The phrase “people who know” gets right at the heart of a major problem with the campaign, branding consultants say: CSFB, a global investment bank that previously did not have an online brokerage offering, is not a well-known name among American consumers. And the letters don’t exactly trip off the tongue.

Meanwhile, DLJdirect, whose parent company Donaldson, Lufkin & Jenrette Inc. was bought by Credit Suisse First Boston in November, had enviable brand recognition thanks to promotions spanning Donaldson’s 12-year history.

“Why would you throw out that equity? It’s a tradeoff of brand equity for more alphabet soup,” said John Grace, executive director of Interbrand, an international consultancy based in New York.

Debra Isenberg, chief marketing officer at CSFBdirect, said the change is intended to bring DLJ in synch with its new parent company, “a global powerhouse” offering customers DLJ’s pricing and trading functionality along with broader research and more access to initial public offerings from CSFB. The name change, which is being promoted through print and television ads, makes clear that “this is a well-respected Wall Street firm that is offering brokerage online,” Ms. Isenberg said.

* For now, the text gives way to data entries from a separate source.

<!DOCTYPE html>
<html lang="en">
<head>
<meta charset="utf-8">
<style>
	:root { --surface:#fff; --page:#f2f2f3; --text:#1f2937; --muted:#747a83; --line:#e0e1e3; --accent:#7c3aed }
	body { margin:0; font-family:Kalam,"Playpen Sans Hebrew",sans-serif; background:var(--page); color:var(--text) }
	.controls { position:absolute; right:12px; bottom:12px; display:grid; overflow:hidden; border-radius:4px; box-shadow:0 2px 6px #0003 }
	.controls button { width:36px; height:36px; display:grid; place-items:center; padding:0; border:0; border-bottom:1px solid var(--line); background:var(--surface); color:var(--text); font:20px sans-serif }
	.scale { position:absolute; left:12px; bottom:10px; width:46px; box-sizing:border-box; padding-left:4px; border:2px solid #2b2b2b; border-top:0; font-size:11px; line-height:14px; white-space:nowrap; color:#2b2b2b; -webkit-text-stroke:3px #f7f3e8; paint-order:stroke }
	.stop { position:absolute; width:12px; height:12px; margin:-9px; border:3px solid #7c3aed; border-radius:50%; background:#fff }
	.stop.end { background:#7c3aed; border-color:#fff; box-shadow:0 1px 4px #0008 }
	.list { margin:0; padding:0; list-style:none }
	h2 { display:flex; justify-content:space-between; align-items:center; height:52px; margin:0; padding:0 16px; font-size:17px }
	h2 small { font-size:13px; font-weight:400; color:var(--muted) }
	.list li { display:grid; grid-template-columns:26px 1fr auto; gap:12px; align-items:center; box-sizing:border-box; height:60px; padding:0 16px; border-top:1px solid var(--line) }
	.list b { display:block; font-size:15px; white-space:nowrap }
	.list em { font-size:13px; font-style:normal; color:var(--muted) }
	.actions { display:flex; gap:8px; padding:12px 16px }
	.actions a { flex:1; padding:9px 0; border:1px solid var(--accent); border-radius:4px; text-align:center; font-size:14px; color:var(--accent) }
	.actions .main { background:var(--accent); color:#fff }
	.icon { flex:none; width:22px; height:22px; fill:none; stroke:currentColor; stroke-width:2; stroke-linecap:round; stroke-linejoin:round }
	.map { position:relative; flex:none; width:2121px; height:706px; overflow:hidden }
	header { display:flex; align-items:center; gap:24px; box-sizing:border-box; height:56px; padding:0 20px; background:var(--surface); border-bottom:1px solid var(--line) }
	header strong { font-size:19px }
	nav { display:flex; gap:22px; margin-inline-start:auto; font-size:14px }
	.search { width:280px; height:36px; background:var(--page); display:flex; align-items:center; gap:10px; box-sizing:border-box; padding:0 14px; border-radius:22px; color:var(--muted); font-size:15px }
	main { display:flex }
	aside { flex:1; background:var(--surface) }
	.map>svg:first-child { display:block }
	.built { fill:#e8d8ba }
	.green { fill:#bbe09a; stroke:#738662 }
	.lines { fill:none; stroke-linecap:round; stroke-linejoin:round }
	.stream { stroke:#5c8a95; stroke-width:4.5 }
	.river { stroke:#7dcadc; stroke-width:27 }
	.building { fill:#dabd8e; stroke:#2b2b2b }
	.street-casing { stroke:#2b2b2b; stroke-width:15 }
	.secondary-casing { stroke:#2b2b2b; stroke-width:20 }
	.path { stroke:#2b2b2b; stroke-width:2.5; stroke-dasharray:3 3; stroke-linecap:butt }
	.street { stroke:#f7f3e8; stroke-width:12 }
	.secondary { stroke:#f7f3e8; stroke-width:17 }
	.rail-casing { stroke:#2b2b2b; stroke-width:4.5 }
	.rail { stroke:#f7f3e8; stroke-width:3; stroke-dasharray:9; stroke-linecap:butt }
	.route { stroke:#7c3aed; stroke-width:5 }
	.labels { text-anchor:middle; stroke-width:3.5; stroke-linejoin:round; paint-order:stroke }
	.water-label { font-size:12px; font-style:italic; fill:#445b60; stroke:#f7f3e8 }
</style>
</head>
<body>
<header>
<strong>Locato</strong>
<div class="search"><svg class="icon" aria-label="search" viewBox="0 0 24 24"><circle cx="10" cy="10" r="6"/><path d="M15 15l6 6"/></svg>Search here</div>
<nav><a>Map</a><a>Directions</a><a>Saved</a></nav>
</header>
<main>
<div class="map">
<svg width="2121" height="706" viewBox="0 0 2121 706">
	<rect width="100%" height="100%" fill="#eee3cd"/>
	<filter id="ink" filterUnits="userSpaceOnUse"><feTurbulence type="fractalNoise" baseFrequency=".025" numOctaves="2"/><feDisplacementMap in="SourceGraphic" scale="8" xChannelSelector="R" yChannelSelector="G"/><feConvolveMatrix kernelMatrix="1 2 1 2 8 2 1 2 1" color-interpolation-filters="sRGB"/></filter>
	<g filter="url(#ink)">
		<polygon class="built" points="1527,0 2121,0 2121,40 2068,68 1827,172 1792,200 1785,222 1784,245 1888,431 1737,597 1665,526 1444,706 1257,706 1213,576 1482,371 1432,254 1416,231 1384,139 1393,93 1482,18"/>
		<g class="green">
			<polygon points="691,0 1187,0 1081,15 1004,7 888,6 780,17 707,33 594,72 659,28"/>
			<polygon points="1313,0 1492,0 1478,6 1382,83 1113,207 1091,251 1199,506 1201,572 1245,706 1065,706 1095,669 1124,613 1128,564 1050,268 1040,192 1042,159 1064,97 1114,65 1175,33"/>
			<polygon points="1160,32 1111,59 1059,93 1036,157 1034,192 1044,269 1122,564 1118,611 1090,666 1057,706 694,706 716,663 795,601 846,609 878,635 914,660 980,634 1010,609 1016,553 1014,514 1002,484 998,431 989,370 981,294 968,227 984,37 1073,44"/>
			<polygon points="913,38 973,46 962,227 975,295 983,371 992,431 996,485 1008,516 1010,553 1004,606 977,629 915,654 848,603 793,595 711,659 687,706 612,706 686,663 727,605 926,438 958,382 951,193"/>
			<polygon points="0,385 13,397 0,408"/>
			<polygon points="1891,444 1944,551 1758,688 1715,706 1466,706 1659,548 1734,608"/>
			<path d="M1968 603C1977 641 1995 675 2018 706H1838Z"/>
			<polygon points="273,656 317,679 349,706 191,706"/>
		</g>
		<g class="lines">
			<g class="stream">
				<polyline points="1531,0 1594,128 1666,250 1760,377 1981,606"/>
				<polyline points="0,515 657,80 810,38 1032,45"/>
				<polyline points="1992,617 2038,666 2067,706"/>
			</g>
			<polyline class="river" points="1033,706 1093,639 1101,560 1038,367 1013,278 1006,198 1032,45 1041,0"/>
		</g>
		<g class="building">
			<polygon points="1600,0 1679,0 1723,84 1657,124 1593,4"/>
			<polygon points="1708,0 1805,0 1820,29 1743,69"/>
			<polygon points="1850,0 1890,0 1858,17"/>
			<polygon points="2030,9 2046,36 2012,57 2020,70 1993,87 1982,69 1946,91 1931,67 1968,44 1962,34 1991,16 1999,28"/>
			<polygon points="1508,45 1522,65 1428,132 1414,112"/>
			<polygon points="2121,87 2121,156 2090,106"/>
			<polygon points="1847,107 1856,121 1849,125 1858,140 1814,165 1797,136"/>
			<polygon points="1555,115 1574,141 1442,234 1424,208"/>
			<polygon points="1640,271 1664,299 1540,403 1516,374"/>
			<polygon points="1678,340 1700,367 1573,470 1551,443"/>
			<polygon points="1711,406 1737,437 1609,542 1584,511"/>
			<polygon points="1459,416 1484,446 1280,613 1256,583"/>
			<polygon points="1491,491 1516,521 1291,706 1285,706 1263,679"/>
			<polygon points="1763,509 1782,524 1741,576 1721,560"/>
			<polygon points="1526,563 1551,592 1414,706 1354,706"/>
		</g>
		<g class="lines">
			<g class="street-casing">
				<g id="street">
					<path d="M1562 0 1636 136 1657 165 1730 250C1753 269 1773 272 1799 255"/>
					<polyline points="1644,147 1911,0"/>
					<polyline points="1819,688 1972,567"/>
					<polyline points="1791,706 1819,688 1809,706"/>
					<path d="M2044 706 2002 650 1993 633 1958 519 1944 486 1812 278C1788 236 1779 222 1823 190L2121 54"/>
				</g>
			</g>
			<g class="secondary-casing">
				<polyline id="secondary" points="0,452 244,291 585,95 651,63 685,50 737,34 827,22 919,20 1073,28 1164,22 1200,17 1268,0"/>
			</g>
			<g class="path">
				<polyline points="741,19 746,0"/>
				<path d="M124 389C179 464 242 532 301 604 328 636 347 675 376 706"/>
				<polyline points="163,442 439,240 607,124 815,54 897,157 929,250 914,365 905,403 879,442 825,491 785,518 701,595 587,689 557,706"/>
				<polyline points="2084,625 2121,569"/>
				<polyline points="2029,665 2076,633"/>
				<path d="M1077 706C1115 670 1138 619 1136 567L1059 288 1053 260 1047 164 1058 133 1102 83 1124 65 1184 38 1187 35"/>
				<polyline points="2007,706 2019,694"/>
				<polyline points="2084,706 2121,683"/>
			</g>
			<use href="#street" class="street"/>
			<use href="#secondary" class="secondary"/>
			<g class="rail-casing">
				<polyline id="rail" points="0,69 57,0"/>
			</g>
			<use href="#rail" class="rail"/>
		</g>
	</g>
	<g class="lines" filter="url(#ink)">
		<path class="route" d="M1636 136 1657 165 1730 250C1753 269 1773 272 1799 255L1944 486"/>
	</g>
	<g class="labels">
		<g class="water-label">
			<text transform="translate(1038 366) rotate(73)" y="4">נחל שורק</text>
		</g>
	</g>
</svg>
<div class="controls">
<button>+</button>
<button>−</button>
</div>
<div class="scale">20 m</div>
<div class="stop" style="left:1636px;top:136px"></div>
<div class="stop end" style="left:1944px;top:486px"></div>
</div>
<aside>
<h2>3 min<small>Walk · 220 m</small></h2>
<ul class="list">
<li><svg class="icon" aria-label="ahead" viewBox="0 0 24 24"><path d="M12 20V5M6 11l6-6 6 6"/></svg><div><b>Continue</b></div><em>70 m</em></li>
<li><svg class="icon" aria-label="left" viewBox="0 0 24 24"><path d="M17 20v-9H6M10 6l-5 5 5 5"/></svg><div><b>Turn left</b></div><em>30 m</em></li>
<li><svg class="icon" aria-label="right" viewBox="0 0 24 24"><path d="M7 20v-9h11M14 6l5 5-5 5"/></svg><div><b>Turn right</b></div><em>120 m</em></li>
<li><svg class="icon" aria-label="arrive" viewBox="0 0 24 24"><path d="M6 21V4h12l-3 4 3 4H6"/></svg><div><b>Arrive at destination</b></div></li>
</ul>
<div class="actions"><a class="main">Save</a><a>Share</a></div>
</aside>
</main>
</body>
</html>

But Credit Suisse is forsaking the brand equity of a well-known company for an acronym few will recognize, said Hayes Roth, vice president of Americas marketing for Landor Associates, a branding and design firm in San Francisco.

“Outside of a sophisticated banking circle, consumers, I would gather, wouldn’t even know what CSFB is,” he said. “I would be amazed if they got playback that CSFB had any equity or meant anything.”

Besides being unrecognizable, the name is tough to pronounce, Mr. Roth said. “It’s awkward. You’d never recommend somebody do an acronym like that from scratch.”

Mr. Grace at Interbrand said CSFB could have retained the DLJ handle and quantified its relationship to the parent company, or at least introduced the new name gradually. It is not unusual for such a “migration strategy” to be carried out over several years, he said.

Or CSFB could have adopted DLJ’s name altogether, a strategy undertaken by Chemical Bank when it bought Chase Manhattan Corp. Chase was deemed the stronger brand and was retained, Mr. Roth said.

“That was a pretty smart business decision,” he said. “What happens in many of these situations is that egos get in the way and people say, ‘We bought them — our side can’t let their side put their name on us.’ ”

Building brand equity in CSFB direct will not be impossible, just expensive, the consultants said. AT&T spent $50 million in the United States alone to market Lucent Technologies, the systems company it launched in 1996, Mr. Roth noted.

“They’re going to have to spend fairly intense money to explain what CSFB is, what CSFBdirect is, and what the value of that is,” he said. “And that costs marketing money.”